START SOURCE DATA
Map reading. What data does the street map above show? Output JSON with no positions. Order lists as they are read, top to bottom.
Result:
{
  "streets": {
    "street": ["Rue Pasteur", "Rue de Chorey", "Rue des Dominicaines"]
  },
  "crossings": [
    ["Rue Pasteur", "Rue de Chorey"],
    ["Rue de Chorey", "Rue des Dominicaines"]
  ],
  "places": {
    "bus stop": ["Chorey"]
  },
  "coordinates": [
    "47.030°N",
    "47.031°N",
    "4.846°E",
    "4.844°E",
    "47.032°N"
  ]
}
END SOURCE DATA
*ABOUT THIS EXERCISE*: All of the data above should be reproduced exactly, with nothing left out.

*WRITTEN SOLUTION*:
Map reading. What data does the street map above show? Output JSON with no positions. Order lists as they are read, top to bottom.
Result:
{
  "streets": {
    "street": ["Rue Pasteur", "Rue de Chorey", "Rue des Dominicaines"]
  },
  "crossings": [
    ["Rue Pasteur", "Rue de Chorey"],
    ["Rue de Chorey", "Rue des Dominicaines"]
  ],
  "places": {
    "bus stop": ["Chorey"]
  },
  "coordinates": [
    "47.030°N",
    "47.031°N",
    "4.846°E",
    "4.844°E",
    "47.032°N"
  ]
}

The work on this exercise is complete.